Work request: Of the lines below, write out exactly those from the line with "I need the bounding" through the line with "Bounding boxes for all labels, markers", both included, and skip the rest.
*** Opening of Data provided ***
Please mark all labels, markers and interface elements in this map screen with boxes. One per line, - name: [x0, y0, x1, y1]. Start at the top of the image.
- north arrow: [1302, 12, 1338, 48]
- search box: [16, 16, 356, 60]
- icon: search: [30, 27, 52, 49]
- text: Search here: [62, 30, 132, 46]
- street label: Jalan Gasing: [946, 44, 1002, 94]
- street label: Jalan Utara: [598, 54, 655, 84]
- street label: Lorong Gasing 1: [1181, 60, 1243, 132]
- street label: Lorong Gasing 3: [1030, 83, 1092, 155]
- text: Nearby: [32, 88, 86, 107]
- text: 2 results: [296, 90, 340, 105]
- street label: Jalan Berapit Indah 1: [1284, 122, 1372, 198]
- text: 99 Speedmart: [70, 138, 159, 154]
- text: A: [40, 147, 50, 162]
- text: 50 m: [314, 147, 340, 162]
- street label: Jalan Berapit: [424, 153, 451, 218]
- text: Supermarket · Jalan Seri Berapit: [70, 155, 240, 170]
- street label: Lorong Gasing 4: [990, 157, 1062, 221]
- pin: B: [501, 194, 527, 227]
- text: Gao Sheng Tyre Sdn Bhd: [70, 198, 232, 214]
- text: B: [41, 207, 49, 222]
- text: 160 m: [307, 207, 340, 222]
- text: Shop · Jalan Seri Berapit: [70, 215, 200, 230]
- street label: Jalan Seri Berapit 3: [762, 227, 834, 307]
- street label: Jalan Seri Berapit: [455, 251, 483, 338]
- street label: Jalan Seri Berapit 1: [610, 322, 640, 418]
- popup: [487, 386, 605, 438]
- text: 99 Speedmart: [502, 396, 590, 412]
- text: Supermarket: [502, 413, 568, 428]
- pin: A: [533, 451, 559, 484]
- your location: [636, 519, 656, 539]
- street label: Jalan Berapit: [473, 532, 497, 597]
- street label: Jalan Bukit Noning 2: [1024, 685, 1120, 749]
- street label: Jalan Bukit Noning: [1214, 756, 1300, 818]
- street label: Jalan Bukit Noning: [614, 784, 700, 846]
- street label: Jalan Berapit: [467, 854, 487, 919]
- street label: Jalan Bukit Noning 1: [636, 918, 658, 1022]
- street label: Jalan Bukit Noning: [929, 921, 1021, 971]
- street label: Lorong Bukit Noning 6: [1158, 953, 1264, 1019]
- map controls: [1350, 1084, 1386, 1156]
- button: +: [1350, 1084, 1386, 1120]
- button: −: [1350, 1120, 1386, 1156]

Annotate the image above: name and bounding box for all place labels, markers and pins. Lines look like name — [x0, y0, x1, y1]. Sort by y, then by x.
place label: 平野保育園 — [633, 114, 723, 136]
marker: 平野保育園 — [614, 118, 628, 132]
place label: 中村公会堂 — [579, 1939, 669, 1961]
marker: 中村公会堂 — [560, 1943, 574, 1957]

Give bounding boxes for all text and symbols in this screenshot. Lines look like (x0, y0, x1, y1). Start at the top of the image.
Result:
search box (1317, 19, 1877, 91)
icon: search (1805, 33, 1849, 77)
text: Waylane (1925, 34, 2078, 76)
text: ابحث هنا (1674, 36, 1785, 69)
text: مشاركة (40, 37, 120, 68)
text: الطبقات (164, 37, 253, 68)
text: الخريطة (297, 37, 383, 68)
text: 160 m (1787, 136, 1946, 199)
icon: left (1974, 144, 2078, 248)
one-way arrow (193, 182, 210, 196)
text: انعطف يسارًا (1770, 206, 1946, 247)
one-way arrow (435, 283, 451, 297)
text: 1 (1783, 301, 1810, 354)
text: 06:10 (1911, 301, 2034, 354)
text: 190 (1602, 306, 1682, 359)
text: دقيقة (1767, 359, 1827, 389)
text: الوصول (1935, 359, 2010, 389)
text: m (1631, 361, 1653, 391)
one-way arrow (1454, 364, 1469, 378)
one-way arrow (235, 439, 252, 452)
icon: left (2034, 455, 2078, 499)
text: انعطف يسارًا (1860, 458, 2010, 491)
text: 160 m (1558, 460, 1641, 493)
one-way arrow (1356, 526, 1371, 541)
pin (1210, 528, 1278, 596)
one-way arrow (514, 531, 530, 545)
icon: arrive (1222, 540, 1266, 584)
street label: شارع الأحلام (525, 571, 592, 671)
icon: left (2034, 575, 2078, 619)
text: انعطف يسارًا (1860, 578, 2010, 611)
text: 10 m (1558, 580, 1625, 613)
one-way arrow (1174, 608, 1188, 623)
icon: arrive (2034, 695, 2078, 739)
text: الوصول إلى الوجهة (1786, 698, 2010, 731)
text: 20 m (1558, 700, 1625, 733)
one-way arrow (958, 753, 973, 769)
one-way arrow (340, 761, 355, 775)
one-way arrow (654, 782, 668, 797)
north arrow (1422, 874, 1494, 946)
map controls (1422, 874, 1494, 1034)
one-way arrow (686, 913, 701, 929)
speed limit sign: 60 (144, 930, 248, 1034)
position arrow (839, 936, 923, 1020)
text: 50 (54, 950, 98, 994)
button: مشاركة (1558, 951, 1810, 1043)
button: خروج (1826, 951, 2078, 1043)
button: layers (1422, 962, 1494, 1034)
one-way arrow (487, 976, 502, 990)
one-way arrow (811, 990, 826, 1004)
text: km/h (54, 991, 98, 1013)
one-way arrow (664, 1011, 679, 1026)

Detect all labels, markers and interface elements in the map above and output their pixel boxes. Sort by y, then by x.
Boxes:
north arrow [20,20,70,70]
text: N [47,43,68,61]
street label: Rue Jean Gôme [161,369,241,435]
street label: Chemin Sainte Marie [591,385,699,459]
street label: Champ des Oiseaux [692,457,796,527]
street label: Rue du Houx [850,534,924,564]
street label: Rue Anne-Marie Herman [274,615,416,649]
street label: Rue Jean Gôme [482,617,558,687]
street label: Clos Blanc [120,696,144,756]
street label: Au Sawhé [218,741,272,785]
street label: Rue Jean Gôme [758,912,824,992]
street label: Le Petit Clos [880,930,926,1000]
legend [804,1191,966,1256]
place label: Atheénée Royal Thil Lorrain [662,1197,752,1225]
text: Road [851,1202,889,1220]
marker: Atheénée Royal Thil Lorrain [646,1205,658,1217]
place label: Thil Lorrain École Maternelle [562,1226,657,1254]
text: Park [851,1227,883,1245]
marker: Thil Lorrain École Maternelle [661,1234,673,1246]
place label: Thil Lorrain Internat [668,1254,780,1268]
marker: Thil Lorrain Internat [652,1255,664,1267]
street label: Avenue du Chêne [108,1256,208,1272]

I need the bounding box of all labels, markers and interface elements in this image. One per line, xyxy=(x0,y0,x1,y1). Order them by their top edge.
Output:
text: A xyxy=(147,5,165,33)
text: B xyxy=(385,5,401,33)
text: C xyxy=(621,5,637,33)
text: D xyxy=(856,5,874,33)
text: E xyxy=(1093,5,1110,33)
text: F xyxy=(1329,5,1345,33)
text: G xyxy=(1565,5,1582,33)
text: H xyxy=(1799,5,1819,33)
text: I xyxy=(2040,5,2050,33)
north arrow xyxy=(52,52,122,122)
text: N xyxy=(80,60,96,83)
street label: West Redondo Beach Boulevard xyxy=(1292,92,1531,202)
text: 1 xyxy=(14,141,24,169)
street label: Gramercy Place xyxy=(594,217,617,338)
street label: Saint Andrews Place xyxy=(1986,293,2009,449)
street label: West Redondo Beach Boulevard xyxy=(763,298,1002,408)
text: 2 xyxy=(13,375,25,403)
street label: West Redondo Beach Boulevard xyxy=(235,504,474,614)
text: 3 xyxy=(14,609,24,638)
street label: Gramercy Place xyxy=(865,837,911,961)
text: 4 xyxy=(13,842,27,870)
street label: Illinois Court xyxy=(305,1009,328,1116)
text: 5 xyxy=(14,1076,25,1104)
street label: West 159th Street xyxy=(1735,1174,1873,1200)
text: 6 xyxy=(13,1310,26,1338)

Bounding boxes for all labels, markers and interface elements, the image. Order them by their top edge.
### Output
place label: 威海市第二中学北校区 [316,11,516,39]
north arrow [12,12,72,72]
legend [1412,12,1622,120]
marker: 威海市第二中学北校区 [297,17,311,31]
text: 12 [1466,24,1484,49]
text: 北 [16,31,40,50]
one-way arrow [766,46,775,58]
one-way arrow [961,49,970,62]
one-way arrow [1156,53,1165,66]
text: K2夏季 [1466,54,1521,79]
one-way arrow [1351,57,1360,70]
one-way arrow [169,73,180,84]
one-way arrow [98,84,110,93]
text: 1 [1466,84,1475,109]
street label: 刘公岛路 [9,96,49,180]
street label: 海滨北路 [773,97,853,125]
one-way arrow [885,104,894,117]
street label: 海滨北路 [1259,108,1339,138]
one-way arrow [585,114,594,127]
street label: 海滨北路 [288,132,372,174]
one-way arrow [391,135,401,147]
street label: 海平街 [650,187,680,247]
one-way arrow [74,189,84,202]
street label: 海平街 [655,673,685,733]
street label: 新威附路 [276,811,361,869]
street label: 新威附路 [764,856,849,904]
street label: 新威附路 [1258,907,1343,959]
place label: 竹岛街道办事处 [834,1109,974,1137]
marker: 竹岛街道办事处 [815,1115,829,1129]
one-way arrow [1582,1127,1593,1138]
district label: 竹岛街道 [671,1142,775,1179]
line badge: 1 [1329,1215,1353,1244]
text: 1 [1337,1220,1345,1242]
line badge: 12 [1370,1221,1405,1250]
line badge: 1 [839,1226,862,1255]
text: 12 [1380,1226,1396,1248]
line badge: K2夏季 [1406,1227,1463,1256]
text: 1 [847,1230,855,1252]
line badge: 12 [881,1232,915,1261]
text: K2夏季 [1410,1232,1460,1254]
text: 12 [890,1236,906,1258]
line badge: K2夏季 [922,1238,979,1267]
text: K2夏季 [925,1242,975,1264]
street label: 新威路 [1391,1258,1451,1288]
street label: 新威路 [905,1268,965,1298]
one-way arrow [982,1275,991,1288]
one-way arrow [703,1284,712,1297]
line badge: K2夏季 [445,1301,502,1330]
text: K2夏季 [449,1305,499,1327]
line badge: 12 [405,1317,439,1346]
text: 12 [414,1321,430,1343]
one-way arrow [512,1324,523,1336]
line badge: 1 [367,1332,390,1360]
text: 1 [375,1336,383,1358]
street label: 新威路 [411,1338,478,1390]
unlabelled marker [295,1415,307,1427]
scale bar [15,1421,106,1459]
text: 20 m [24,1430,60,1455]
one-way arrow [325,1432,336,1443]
*** Close of Data provided ***
Reply to the exercise:
I need the bounding box of all labels, markers and interface elements in this image. One per line, xyxy=(x0,y0,x1,y1). Order them by their top edge.
Output:
text: A xyxy=(147,5,165,33)
text: B xyxy=(385,5,401,33)
text: C xyxy=(621,5,637,33)
text: D xyxy=(856,5,874,33)
text: E xyxy=(1093,5,1110,33)
text: F xyxy=(1329,5,1345,33)
text: G xyxy=(1565,5,1582,33)
text: H xyxy=(1799,5,1819,33)
text: I xyxy=(2040,5,2050,33)
north arrow xyxy=(52,52,122,122)
text: N xyxy=(80,60,96,83)
street label: West Redondo Beach Boulevard xyxy=(1292,92,1531,202)
text: 1 xyxy=(14,141,24,169)
street label: Gramercy Place xyxy=(594,217,617,338)
street label: Saint Andrews Place xyxy=(1986,293,2009,449)
street label: West Redondo Beach Boulevard xyxy=(763,298,1002,408)
text: 2 xyxy=(13,375,25,403)
street label: West Redondo Beach Boulevard xyxy=(235,504,474,614)
text: 3 xyxy=(14,609,24,638)
street label: Gramercy Place xyxy=(865,837,911,961)
text: 4 xyxy=(13,842,27,870)
street label: Illinois Court xyxy=(305,1009,328,1116)
text: 5 xyxy=(14,1076,25,1104)
street label: West 159th Street xyxy=(1735,1174,1873,1200)
text: 6 xyxy=(13,1310,26,1338)

Bounding boxes for all labels, markers and interface elements, the image. Order them by their top edge.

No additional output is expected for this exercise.